Ou seja, o filme gerou polêmica sim, mas uma polêmica inversamente
diferente da levantada nos jornais brasileiros. Talvez por isso
sente-se o tom irritado de Ridley Scott na entrevista que deu
à Folha de São Paulo.
A simbologia ideológica de Cruzada carrega, é claro,
no mito do herói em busca de si mesmo, através da "ética
do caubói" (citada por D'Avilla), enaltecendo a conquista
individual. Mas isso é uma mitologia americana, não necessariamente
"bushiana". E todo filme de Hollywood está impregnado
disso. Da mesma maneira, se o simples fato de falar sobre as
Cruzadas, ou sobre qualquer conflito árabe-cristão, já for considerado
imperialista e politicamente incorreto, então queimemos os livros
de História.
Paranóia e críticas infundadas são um desserviço a qualquer
causa. Querer enxergar as "forças do imperialismo"
em toda e qualquer obra comercial nada mais faz do que enfraquecer
a credibilidade tão necessária para se denunciar os verdadeiros
abusos. É a velha estória de mentir sempre sobre o lobo, e quando
o lobo realmente aparece então ninguém acredita.
Ridley Scott, entretanto, deve ser criticado por outras escolhas, não as políticas. O diretor inglês, infelizmente, não conseguiu transformar o grande enredo que tinha nas mãos numa estória realmente empolgante. Cruzada é interessante racionalmente, mas não te conquista nunca pela emoção.
Talvez os atores escolhidos para os papéis mais jovens (Orlando Bloom e Eva Green) não tenham sido boas apostas.

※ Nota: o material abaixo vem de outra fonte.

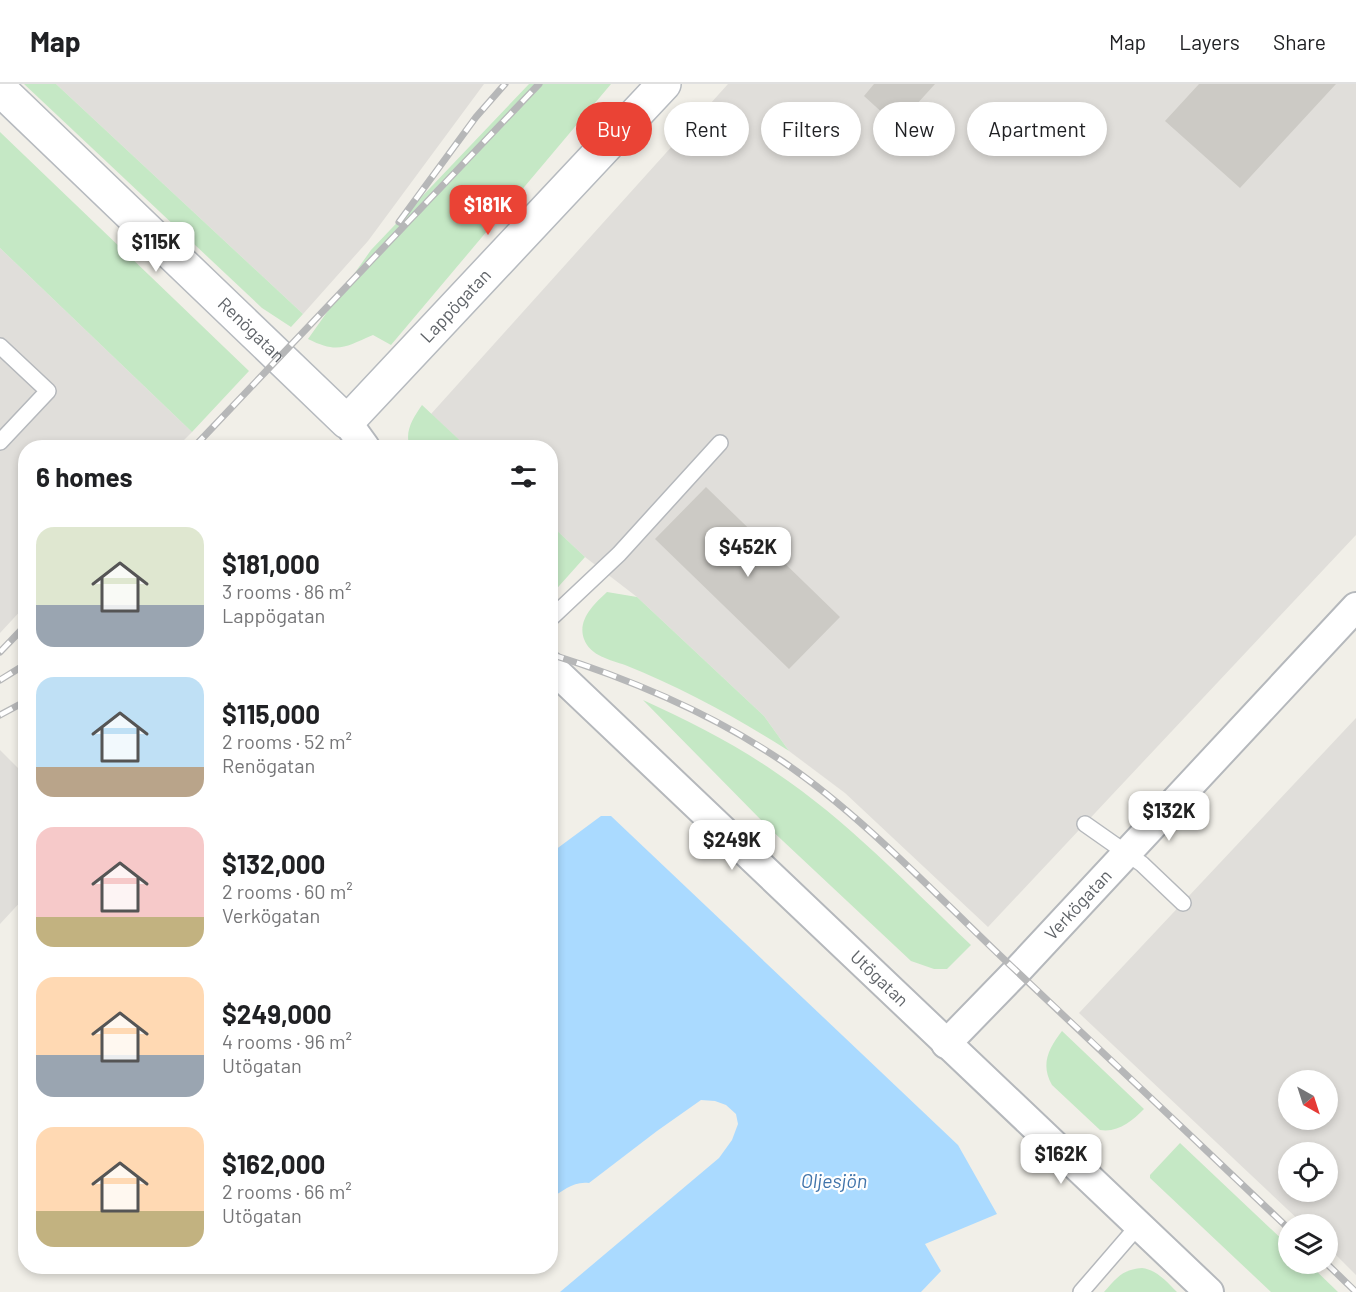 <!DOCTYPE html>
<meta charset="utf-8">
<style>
:root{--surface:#fff;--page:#f6f6f6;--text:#202124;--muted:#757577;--line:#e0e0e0;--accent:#ea4335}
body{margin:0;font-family:Barlow,sans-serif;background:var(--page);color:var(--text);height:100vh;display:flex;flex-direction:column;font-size:22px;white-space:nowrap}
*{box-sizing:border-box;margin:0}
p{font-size:20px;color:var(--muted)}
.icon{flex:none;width:33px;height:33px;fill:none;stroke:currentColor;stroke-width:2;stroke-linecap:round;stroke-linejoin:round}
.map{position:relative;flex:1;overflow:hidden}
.details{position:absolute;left:18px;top:356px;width:540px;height:834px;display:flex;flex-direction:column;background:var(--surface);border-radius:24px;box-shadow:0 3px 9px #0003}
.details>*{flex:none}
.banner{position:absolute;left:576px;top:18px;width:570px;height:54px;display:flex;gap:12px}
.needle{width:39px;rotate:141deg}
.buttons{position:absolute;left:1278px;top:986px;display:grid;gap:12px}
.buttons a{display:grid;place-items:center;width:60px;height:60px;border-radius:50%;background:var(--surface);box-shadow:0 3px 9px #0003;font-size:30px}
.price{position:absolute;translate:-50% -51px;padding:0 14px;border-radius:12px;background:#fff;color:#222;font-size:20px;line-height:39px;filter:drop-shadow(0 2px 3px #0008)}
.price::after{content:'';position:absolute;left:50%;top:36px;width:18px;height:14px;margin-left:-9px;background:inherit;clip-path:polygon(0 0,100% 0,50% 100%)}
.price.current{background:var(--accent);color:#fff}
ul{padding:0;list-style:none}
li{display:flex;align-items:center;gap:18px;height:150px;padding:0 18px}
li span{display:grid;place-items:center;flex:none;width:168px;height:120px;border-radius:18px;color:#555}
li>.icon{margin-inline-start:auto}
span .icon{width:72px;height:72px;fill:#fffc;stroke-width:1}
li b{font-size:26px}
h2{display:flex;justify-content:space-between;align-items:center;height:72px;padding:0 18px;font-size:26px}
.chip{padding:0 21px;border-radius:27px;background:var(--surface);box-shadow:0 3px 9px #0003;font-size:21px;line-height:54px}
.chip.current{background:var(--accent);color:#fff}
header{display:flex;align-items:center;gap:36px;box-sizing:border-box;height:84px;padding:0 30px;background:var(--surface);border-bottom:2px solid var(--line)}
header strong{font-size:28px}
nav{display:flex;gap:33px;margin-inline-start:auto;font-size:21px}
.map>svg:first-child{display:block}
.industrial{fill:#e0deda;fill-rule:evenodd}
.green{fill:#c5e8c5}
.water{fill:#aadaff}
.building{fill:#cccac5}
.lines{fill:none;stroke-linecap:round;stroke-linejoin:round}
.lane-casing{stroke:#b5b8bc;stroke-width:18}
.street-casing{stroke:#b5b8bc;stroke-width:32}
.secondary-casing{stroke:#b6babf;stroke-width:36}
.lane{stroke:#fff;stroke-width:15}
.street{stroke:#fff;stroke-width:28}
.secondary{stroke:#fff;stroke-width:33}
.rail-casing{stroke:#b6b7b8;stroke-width:7}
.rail{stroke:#fff;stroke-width:4.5;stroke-dasharray:14;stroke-linecap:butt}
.labels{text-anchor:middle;stroke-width:4.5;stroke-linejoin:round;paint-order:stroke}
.street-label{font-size:18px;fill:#5f6368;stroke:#fff}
.water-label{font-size:20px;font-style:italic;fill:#4174aa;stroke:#fff}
</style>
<header>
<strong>Map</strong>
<nav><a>Map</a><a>Layers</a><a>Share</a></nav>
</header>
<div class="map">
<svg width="1356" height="1208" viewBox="0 0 1356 1208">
<rect width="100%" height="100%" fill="#f1efe8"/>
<!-- industrial -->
<path class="industrial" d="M56,0H484L368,157L303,230Z
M728,0H1356V451L988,843L845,709L789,667L764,632L637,513L585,473L551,441L550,363H467L431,330Z
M0,164L192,348L177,363H26L25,522L0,549Z
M1356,634V1191L1328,1163V1140H1303L1079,929ZM1288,996H1328V1035H1288ZM1288,1068H1328V1107H1288Z
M0,666L26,692L25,813L0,840Z"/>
<!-- green -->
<path class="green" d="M24,0H56L303,230L291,243L262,224Z
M529,0H611L391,261L373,251C345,263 338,270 308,255L371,166Z
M0,48L249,287L192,348L0,164Z
M422,321L467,363H410C404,348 413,334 422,321Z
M551,441L585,473L551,511Z
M607,508L637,513L764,632L789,667C737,634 683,604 625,581C611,576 590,572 584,555C577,536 594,520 607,508Z
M643,616C689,637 733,659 775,688C847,736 908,801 971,861L947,885H934L911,877L767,742Z
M1062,947L1144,1025C1132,1037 1118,1049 1100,1046L1052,1001C1040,980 1049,964 1062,947Z
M1180,1059L1288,1161V1179H1308L1338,1208H1271L1150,1094V1091Z
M1142,1184C1157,1186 1167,1198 1177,1208H1104C1117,1194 1121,1186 1142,1184Z"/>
<!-- water -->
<path class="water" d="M601,732H611L958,1061L997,1130L925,1160L941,1187L921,1208H560L719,1074L732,1056L738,1040L736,1030L726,1021L715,1017L701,1016L657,1047L589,1099C573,1097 563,1107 551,1114V769Z"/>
<!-- building -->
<path class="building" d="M874,0H935L897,42L864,12Z
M1199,0H1336L1240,104L1165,37Z
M706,403L840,533L789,585L655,455Z"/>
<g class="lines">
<!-- lane casing -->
<g class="lane-casing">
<path id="lane" d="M0,262L48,307L0,358
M550,535L619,470L720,359
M1085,740L1142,780L1183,819
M1081,1208L1138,1142"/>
</g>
<!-- street casing -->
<g class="street-casing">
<g id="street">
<path d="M347,338L365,363"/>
<path id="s1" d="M550,582L1209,1208"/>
<path id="s2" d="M946,960L1017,887L1356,523"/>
</g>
</g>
<!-- secondary casing -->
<g class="secondary-casing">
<g id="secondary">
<path id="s3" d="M0,5L347,338L664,0"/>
</g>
</g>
<!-- lane -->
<use href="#lane" class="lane"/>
<!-- street -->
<use href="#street" class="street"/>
<!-- secondary -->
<use href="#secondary" class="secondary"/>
<!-- rail casing -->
<g class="rail-casing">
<path id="rail" d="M399,138L476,33L505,0
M194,363L539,0
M0,568L26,541
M550,570C633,596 711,629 782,677C863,732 937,812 1009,880C1102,967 1195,1056 1288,1144
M0,596L26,580
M0,631L26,617
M1326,1179L1356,1208"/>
</g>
<!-- rail -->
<use href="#rail" class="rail"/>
</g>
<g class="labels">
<!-- street labels -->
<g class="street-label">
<text dy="6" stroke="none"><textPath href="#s3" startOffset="640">Lappögatan</textPath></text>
<text dy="6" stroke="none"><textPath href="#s3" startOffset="348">Renögatan</textPath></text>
<text dy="6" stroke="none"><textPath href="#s2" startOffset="192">Verkögatan</textPath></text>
<text dy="6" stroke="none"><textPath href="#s1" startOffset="454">Utögatan</textPath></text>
</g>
<!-- water labels -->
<g class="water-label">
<text x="834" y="1104">Oljesjön</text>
</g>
</g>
</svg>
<div class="buttons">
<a><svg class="needle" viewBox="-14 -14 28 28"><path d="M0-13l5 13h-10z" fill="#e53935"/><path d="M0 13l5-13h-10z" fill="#757577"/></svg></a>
<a><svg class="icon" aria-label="locate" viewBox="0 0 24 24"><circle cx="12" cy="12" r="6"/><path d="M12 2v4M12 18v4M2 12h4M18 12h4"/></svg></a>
<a><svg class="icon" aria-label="layers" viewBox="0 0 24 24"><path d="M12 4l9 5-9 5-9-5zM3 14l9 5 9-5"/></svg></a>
</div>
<b class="price current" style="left:488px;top:152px">$181K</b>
<b class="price" style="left:156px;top:189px">$115K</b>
<b class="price" style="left:748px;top:494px">$452K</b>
<b class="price" style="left:1169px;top:758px">$132K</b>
<b class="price" style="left:732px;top:787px">$249K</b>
<b class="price" style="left:1061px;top:1101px">$162K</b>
<div class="banner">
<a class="chip current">Buy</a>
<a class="chip">Rent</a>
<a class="chip">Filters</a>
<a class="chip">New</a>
<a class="chip">Apartment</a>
</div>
<section class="details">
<h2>6 homes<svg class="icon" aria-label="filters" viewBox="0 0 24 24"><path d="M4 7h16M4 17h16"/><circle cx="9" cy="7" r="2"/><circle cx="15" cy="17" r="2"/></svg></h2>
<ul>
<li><span style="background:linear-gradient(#dfe7d0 65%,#9aa5b1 0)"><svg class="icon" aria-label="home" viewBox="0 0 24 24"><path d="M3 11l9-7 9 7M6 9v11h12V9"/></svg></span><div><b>$181,000</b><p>3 rooms · 86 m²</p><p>Lappögatan</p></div></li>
<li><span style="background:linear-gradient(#bfe0f5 75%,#b9a48a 0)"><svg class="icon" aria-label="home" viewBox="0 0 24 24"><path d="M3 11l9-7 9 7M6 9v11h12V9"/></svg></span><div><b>$115,000</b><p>2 rooms · 52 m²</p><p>Renögatan</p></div></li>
<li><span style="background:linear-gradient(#f6c9c9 75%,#c2b280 0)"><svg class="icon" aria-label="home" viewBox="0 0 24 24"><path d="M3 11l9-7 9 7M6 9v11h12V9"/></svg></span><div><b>$132,000</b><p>2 rooms · 60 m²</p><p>Verkögatan</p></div></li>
<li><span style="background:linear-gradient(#ffd9b3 65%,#9aa5b1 0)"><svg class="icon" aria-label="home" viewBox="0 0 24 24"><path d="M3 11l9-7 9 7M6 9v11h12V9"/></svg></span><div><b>$249,000</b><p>4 rooms · 96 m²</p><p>Utögatan</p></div></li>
<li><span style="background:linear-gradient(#ffd9b3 70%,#c2b280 0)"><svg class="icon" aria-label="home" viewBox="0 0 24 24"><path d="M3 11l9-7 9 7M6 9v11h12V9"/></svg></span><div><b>$162,000</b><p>2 rooms · 66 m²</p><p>Utögatan</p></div></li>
</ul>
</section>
</div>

Nos momentos em que Jeremy Irons está presente na tela, é possível perceber como só um pouco mais de carisma já consegue imprimir um outro encanto ao filme.
Fica claro também que a fórmula dos atuais épicos históricos já se esgotou. Produção milionária, cenários belíssimos, gigantescas batalhas desenhadas digitalmente, tudo isso já não impressiona mais. Peter Jackson, com a Trilogia dos Anéis, inventou e esgotou essa fórmula numa tacada só. Novamente passa a fazer falta, para que o filme seja verdadeiramente interessante, aquele algo a mais que só o talento artístico pode trazer. Ou, ao menos, que se tenha um roteiro consistente e um punhado de personagens interessantes. Penso em Elizabeth como um filme épico que reúne todas essas qualidades.
Polêmicas e defeitos à parte, Cruzada ainda é um filme que vale a pena assistir. E assistir no cinema, por favor. Afinal, se as super-produções valem algo, é para vê-las na grandiosidade da telona. Além disso, é um bom filme, muito atrativo para quem tem um mínimo interesse pela História, oferece boa ação e uma trama acima da média. E, por favor, que se esqueçam tantas neuras políticas e religiosas. Até Freud admitia - às vezes um charuto é apenas um charuto. E às vezes nem há charuto ali. Cruzada, se peca por algo, é por às vezes parecer idealista demais. No fim, dá até para torcer pelo mocinho. Sem culpa nenhuma.